+++ Given records +++

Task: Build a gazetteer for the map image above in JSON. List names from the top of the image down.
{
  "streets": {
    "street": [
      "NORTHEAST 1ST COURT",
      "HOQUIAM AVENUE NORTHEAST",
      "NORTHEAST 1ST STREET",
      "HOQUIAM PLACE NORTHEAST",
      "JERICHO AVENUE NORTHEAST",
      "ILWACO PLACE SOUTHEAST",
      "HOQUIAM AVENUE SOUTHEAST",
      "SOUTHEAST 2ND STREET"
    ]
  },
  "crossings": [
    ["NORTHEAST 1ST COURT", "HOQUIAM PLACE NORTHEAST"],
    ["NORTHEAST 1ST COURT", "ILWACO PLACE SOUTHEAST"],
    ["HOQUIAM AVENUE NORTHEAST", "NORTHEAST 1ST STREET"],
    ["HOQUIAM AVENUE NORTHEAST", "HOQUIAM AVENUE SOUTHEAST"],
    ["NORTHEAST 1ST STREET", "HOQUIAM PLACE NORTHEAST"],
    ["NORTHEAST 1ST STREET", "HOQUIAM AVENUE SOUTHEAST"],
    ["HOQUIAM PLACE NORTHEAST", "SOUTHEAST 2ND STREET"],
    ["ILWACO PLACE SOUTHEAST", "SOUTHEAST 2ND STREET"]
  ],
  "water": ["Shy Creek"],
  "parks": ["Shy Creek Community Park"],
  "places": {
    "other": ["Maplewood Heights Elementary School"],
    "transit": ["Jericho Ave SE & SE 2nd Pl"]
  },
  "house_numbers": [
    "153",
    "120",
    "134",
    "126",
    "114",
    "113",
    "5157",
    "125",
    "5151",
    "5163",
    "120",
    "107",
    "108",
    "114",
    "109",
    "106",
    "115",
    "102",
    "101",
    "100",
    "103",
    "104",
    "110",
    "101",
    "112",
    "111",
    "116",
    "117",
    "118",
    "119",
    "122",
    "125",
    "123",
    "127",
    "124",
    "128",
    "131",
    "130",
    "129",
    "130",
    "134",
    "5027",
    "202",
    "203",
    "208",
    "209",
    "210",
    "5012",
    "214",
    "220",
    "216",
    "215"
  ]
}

+++

▶ Problem
Each line of the data that contains "AVENUE" belongs in the answer.

▶ Solution for this problem
      "HOQUIAM AVENUE NORTHEAST",
      "JERICHO AVENUE NORTHEAST",
      "HOQUIAM AVENUE SOUTHEAST",
    ["HOQUIAM AVENUE NORTHEAST", "NORTHEAST 1ST STREET"],
    ["HOQUIAM AVENUE NORTHEAST", "HOQUIAM AVENUE SOUTHEAST"],
    ["NORTHEAST 1ST STREET", "HOQUIAM AVENUE SOUTHEAST"],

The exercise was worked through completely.